Non fraintendetemi. Si può trovare forza nel dolore. Si può costruire qualcosa di buono nonostante la sofferenza. Come John Walsh, che dopo l'omicidio del figlio ha creato "America's Most Wanted" e aiutato a ritrovare centinaia di bambini scomparsi. O come Maya Angelou. Ma è un "nonostante", non un "grazie a". È una risposta disperata per non impazzire, una prova di resilienza umana. Non è il compimento di un piano. Chi sano di mente sceglierebbe di cadere per imparare a rialzarsi? Stare in piedi era meglio, cazzo.
Sono passati quasi due anni. Ho smesso di contare i mesi come si fa con i neonati.

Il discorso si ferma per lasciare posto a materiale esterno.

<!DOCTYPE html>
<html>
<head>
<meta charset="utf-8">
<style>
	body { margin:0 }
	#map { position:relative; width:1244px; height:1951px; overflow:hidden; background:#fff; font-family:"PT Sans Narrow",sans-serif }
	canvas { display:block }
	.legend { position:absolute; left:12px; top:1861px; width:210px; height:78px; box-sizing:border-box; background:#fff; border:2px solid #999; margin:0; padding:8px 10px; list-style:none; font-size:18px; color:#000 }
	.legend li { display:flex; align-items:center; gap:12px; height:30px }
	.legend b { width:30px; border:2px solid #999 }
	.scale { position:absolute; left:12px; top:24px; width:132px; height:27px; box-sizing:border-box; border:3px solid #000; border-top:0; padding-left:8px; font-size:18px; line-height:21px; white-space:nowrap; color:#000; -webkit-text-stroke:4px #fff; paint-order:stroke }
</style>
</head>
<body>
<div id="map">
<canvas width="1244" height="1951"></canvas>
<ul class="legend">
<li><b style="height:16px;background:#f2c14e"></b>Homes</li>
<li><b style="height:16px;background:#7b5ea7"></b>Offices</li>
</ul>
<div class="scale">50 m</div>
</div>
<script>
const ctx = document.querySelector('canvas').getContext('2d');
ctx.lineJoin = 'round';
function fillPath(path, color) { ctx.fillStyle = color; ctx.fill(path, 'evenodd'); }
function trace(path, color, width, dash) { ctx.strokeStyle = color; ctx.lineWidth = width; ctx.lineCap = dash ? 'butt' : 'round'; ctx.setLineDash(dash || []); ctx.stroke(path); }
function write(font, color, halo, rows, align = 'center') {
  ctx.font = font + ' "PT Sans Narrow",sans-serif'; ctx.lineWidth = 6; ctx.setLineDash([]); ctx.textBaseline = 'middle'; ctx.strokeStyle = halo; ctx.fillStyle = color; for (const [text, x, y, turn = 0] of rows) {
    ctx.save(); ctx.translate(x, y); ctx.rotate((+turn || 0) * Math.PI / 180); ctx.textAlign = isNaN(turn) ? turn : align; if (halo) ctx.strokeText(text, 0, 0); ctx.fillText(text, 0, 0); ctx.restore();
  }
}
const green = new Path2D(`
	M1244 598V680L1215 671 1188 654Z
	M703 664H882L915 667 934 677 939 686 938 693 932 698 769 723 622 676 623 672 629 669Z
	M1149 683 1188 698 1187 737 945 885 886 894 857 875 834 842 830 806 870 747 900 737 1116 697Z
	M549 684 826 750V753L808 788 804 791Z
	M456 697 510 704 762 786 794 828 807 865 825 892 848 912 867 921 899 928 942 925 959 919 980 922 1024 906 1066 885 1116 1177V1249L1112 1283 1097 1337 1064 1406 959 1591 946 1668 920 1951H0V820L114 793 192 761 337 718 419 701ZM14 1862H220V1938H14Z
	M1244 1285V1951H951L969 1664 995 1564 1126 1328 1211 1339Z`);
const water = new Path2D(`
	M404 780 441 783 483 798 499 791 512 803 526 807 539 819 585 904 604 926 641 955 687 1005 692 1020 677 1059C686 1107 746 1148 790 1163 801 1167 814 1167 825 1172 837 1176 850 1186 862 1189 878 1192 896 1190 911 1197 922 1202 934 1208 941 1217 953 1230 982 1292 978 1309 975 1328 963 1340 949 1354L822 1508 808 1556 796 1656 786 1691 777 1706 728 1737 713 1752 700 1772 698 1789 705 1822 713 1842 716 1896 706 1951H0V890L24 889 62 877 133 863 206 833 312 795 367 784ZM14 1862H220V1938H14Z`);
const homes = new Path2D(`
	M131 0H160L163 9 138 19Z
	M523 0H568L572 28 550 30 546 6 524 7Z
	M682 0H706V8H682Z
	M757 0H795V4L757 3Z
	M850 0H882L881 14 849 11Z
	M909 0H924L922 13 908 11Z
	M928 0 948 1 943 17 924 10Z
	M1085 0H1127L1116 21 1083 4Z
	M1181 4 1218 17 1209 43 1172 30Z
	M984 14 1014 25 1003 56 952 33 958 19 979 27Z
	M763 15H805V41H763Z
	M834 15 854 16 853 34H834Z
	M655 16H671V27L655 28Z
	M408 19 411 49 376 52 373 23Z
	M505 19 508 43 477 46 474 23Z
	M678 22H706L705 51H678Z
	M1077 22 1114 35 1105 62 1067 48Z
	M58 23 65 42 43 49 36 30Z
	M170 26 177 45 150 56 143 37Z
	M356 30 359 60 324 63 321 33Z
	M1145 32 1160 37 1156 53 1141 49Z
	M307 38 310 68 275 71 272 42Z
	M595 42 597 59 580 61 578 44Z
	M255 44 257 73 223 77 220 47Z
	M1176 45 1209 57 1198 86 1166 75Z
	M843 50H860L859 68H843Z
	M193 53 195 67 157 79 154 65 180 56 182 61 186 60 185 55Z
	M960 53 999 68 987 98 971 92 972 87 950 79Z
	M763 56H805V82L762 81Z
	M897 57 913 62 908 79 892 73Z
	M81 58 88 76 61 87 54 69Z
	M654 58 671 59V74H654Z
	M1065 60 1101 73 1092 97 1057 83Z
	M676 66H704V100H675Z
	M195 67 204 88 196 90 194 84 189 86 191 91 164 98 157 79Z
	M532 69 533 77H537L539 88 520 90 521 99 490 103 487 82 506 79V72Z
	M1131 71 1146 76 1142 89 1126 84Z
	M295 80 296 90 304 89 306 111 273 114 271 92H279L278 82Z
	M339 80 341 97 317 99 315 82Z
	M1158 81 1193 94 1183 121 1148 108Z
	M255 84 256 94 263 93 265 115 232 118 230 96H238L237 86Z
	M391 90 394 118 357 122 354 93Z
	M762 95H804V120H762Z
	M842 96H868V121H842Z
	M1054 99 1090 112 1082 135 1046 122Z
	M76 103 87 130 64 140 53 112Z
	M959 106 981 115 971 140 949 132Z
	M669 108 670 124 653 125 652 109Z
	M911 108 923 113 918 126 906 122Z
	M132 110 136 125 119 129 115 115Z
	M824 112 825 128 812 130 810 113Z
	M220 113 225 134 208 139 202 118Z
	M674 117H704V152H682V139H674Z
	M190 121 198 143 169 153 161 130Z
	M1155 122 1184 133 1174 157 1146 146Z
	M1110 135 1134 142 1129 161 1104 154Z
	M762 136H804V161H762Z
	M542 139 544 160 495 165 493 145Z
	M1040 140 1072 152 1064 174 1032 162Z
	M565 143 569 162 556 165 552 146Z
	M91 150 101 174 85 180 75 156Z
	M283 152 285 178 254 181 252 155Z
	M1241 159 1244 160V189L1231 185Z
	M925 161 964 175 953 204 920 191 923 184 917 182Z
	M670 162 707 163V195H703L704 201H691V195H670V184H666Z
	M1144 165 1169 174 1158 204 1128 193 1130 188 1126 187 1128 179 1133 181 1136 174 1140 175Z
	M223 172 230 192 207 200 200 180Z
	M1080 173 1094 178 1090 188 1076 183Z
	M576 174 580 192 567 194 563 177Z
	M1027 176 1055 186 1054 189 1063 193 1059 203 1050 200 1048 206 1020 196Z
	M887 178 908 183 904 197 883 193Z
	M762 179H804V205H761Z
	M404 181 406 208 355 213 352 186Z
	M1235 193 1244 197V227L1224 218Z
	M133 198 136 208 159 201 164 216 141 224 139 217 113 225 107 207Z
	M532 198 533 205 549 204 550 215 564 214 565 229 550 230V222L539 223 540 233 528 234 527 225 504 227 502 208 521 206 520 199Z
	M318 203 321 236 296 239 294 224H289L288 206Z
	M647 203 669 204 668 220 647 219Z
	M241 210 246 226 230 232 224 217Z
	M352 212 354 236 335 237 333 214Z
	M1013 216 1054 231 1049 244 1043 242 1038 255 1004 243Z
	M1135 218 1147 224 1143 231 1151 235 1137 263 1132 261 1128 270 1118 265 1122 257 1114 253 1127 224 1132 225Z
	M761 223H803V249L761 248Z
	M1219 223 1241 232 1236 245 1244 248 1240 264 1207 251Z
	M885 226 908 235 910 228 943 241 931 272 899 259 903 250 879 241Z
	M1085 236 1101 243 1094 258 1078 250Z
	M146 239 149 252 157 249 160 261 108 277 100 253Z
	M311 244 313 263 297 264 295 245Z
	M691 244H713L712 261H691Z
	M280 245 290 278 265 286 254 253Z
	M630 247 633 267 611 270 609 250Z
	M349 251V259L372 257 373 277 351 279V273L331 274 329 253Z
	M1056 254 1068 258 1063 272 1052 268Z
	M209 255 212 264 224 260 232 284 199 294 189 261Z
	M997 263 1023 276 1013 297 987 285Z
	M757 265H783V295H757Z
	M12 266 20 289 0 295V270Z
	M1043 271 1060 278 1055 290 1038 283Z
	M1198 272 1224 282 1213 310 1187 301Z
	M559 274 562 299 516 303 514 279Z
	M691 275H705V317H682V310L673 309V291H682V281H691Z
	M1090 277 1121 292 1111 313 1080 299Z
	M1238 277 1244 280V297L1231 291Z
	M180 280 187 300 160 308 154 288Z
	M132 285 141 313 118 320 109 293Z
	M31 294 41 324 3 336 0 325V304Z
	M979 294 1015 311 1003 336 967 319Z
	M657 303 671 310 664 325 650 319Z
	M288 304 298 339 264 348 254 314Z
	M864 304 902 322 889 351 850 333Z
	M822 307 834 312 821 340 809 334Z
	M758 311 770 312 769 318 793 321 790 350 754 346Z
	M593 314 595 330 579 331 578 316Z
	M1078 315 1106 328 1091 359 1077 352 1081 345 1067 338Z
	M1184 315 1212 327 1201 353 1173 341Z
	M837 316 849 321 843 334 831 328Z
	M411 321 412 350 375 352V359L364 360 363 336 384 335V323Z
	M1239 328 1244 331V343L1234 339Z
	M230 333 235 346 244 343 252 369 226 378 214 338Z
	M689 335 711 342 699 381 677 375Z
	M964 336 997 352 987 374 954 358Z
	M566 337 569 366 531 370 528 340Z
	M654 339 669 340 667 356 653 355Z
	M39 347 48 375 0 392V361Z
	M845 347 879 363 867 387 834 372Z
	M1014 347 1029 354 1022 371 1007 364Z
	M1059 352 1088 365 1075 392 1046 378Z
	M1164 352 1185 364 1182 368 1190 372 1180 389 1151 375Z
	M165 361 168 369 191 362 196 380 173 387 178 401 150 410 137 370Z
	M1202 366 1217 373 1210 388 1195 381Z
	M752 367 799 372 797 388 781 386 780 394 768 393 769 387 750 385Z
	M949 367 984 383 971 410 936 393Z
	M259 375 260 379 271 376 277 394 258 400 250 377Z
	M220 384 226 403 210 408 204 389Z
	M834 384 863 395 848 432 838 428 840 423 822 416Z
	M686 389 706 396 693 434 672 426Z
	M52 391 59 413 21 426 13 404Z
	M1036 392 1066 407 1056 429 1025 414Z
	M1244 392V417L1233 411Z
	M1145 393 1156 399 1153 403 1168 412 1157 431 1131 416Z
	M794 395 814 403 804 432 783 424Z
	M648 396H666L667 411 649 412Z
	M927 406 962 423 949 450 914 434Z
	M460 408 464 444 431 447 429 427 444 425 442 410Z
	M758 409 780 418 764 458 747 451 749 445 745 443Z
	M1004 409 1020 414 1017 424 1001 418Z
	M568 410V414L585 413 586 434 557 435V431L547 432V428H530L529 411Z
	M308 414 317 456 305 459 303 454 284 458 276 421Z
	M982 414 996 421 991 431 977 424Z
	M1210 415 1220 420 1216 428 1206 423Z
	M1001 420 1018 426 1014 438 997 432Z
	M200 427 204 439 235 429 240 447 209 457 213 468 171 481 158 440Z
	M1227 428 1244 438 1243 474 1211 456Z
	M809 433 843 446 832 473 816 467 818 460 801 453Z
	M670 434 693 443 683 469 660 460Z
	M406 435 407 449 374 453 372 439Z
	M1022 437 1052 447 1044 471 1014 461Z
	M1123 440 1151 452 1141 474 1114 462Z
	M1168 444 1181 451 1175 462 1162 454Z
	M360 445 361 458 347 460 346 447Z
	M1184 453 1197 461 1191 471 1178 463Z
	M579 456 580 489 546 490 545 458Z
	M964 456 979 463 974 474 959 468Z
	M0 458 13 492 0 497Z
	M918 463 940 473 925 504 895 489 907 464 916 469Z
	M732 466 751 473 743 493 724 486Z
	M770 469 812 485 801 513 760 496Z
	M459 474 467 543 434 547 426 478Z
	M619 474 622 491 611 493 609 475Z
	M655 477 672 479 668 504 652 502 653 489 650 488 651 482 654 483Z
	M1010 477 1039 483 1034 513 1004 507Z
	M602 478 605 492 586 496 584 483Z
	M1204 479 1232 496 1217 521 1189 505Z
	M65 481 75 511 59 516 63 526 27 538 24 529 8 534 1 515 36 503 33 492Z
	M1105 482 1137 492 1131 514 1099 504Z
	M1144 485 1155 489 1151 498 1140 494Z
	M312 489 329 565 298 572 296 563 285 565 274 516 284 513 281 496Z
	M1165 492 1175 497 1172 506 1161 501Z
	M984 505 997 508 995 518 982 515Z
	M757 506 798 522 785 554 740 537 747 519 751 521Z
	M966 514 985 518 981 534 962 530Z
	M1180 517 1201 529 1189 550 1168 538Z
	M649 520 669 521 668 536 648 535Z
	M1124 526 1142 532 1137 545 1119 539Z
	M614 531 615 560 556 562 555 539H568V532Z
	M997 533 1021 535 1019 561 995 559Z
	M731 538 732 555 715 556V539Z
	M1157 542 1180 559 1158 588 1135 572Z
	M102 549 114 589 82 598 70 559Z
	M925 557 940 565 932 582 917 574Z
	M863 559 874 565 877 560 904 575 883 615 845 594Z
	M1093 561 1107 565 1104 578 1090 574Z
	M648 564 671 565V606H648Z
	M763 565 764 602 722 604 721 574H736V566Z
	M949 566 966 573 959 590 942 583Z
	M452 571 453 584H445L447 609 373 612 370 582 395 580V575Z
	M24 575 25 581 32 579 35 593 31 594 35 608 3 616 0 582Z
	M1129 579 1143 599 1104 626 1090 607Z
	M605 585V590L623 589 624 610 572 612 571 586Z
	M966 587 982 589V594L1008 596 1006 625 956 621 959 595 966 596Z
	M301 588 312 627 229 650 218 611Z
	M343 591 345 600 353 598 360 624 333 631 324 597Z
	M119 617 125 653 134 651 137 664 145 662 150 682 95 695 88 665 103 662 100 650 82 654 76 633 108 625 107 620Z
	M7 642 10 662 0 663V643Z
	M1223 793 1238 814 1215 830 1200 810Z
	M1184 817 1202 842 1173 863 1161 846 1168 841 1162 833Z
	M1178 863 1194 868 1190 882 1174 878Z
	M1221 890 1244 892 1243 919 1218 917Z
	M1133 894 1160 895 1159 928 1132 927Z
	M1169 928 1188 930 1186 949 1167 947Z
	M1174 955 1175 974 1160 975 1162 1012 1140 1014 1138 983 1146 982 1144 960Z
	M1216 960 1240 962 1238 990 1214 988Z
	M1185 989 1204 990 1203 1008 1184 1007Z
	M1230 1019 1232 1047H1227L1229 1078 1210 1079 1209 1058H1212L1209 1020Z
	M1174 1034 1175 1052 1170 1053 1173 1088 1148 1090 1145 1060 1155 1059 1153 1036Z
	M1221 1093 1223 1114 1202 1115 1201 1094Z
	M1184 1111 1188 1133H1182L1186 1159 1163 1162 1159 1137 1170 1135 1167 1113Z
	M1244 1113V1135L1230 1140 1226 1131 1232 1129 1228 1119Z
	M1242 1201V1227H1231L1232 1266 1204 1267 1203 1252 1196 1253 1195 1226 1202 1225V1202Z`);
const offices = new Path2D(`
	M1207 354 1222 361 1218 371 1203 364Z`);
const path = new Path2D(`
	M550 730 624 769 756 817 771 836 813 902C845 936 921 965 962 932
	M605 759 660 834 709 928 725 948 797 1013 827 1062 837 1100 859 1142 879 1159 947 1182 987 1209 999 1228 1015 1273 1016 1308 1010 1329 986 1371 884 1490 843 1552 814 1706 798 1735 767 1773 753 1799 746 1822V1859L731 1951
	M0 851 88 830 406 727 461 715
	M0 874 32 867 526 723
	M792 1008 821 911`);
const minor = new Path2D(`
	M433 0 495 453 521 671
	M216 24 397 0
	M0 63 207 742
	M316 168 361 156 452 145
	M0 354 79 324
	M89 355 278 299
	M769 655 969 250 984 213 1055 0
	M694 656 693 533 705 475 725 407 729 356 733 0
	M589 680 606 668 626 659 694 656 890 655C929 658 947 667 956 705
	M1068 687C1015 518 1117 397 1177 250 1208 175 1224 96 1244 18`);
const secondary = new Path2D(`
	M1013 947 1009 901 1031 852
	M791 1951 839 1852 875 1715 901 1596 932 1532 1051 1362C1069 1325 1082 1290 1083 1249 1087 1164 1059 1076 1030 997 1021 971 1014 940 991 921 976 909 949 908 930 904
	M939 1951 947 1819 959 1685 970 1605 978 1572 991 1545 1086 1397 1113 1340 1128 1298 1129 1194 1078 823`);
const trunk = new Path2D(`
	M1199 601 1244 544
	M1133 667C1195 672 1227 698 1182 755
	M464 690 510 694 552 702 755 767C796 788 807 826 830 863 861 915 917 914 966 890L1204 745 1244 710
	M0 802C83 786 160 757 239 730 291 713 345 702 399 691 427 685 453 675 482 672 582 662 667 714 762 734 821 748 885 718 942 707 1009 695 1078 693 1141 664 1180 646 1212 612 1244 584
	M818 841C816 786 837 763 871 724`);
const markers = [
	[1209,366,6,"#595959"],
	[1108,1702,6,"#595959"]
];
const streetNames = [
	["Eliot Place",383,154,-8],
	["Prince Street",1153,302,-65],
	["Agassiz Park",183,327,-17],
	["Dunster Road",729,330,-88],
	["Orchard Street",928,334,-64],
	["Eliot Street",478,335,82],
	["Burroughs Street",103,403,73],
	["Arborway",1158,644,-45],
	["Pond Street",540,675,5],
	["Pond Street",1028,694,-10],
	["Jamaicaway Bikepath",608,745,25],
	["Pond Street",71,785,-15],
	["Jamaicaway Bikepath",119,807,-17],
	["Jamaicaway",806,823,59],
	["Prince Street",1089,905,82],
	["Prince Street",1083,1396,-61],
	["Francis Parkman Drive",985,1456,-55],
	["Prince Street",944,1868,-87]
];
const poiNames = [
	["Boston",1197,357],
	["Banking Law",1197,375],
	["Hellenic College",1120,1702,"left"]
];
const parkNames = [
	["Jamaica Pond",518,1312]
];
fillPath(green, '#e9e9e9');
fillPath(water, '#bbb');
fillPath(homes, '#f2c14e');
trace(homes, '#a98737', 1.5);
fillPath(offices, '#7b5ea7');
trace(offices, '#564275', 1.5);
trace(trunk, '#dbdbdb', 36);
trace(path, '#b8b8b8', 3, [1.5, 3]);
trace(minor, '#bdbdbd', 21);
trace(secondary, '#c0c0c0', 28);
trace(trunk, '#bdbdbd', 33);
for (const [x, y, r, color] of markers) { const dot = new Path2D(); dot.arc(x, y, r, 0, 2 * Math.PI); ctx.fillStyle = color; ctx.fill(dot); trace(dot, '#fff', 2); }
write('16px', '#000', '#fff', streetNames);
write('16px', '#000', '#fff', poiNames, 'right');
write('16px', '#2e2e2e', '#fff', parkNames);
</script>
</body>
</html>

Dico "quasi due anni", ormai. Ma ogni notte, o quasi, mi sveglio. Il pensiero arriva, puntuale. E l'unica reazione istintiva, viscerale, è sempre quella: "Eccheccazzo".
Non c'è un motivo. Non c'è un piano. C'è solo questa vita, quella che mi è capitata. Sospiro nel buio. Controllo Camilla che dorme accanto a me, mi assicuro che respiri piano, che stia facendo sogni sereni. Il suo calore è un'ancora piccola ma potente. Poi, prima di richiudere gli occhi, sistemo i cuscini dall'altro lato del letto. Quelli che riempiono il vuoto. Perché altrimenti "rotola, rotola... boom", e cadrebbe dal letto.
E il pensiero ritorna: lì non ci dovrebbero essere quei cuscini. Ci dovrebbe essere lei.
Accettare che le cose accadano, che il dolore capiti senza un perché, senza una ragione superiore... è strano, ma a volte è l'unica cosa che ti permette di respirare. Ti toglie il peso della colpa, l'ossessione di capire dove hai sbagliato tu, o l'universo. Quando arranchi, quando ti senti inadeguato, quando ti sembra di non essere all'altezza, ricordarti che non sempre dipende da te, che a volte è solo "il mare troppo forte", aiuta. Non guarisce, non risolve. Ma ti fa sentire meno solo nel casino. Meno sbagliato.
Non c'è nessun piano. O forse il piano è proprio questo: navigare a vista, riparando la barca mentre sei in mezzo al mare, con gli attrezzi che hai. Tenere duro. Restare vero. Anche quando fa un male cane.
Stephen Colbert, forse, l'aveva capita meglio di tutti: «Se qualcuno mi dice che tutto accade per una ragione, lo spingo giù dalle scale e poi gli chiedo: "Capito, la ragione?"» Ecco, magari senza spingere nessuno, ma il concetto è quello. A volte, la risposta più onesta è un silenzio stanco, o un semplice, umano "eccheccazzo".